Reputation: 13
I need to change individual identifiers that are currently alphabetical to numerical. I have created a data frame where each alphabetical identifier is associated with a number
individuals num.individuals (g4)
1 ZYO 64
2 KAO 24
3 MKU 32
4 SAG 42
What I need to replace ZYO with the number 64 in my main data frame (g3) and like wise for all the other codes.

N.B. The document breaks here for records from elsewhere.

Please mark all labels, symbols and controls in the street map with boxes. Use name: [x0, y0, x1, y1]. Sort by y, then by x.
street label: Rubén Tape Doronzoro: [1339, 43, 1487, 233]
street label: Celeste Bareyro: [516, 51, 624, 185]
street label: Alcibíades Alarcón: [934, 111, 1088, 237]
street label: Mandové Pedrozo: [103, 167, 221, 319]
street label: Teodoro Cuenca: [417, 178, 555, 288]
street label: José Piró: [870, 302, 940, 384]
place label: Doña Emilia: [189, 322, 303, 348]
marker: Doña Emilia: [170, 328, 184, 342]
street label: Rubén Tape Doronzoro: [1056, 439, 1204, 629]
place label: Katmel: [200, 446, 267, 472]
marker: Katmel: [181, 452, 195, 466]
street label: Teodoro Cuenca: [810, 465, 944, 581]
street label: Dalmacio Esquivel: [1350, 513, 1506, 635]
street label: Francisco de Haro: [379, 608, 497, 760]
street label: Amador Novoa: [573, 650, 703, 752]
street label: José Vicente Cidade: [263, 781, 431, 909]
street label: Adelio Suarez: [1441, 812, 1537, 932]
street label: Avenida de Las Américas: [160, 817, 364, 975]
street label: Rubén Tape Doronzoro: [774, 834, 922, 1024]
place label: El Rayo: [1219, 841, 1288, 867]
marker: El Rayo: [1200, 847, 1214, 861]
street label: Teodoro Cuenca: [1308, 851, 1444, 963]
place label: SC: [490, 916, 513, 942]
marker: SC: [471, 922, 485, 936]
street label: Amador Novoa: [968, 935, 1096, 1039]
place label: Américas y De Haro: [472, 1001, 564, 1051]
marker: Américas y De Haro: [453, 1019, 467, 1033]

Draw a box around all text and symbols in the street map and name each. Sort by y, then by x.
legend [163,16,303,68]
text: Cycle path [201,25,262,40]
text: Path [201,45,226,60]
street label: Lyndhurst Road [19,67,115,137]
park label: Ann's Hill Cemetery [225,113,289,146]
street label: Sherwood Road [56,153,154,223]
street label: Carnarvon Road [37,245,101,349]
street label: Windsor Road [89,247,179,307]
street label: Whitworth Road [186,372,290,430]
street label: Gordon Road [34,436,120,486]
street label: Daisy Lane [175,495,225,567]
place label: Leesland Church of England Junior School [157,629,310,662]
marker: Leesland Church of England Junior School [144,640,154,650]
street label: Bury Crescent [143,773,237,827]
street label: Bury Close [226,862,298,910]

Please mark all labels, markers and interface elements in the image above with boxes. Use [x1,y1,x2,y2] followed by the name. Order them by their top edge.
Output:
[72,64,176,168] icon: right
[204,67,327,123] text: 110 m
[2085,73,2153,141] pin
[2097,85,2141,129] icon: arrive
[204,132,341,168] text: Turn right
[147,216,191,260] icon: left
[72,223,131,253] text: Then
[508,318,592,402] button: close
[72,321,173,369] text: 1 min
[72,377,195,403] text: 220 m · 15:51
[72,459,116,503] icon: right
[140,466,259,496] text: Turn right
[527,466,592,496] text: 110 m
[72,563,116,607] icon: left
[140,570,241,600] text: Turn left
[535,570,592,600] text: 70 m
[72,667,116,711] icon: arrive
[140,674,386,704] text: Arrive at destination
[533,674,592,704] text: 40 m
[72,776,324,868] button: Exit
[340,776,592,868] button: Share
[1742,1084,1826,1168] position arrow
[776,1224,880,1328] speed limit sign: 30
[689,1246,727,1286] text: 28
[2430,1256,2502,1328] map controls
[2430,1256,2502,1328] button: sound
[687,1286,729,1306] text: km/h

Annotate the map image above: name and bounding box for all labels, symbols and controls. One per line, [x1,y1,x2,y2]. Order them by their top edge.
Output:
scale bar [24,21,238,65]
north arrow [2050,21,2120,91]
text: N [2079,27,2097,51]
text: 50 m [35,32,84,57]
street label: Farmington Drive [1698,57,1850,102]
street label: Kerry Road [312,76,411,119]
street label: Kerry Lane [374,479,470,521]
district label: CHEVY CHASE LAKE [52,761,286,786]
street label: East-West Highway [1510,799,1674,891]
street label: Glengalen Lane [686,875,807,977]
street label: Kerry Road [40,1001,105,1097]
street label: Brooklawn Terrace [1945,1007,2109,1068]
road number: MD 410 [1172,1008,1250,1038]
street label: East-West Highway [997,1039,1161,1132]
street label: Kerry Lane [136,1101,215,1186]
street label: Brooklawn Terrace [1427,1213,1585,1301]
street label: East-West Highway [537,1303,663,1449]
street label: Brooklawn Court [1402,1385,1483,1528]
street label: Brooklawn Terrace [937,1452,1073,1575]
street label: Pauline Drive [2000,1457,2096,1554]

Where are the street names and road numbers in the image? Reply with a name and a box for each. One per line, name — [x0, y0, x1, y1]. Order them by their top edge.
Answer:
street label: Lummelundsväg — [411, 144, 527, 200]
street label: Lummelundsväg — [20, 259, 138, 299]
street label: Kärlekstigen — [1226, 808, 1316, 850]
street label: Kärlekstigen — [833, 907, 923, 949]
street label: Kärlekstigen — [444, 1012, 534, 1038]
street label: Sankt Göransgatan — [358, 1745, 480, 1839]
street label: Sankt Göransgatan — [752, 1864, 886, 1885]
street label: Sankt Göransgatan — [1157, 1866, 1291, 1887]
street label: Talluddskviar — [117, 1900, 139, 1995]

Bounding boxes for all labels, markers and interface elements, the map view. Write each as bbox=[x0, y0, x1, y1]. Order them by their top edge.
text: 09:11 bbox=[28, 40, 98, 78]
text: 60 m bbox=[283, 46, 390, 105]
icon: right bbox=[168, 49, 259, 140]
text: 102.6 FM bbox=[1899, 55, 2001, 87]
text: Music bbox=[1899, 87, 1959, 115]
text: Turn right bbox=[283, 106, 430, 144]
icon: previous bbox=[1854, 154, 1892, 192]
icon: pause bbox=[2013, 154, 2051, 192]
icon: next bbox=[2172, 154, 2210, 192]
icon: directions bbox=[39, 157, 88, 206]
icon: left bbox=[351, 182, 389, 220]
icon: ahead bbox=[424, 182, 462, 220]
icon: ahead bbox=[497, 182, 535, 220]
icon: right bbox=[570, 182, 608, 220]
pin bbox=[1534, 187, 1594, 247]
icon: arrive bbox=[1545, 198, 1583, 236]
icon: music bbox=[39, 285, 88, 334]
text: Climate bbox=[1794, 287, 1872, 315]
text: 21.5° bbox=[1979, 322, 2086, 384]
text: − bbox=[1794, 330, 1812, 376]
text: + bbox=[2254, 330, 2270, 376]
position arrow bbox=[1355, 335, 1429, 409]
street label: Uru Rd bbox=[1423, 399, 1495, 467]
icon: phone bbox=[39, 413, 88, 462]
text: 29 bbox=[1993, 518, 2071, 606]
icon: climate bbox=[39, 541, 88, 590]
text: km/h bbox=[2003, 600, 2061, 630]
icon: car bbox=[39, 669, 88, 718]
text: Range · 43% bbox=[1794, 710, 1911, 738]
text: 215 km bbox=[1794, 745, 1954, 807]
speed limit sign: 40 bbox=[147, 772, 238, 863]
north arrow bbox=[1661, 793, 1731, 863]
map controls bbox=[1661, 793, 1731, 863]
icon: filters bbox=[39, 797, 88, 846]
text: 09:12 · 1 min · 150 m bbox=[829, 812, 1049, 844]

My main data frame (g3) looks like this
SAG YOG GOG BES ATR ALI COC CEL DUN EVA END GAR HAR HUX ISH INO JUL
1 2
2 2 EVA
3 SAG 2 EVA
4 2
5 SAG 2
6 2
Now on a small scale I can write a code to change it like I did with ATR
g3$ATR <- as.character(g3$ATR)
g3[g3$target == "ATR" | g3$ATR == "ATR","ATR"] <- 2
But this is time consuming and increased chance of human error.
I know there are ways to do this on a broad scale with NAs
I think maybe we could do a for loop for this, but I am not good enough to write one myself.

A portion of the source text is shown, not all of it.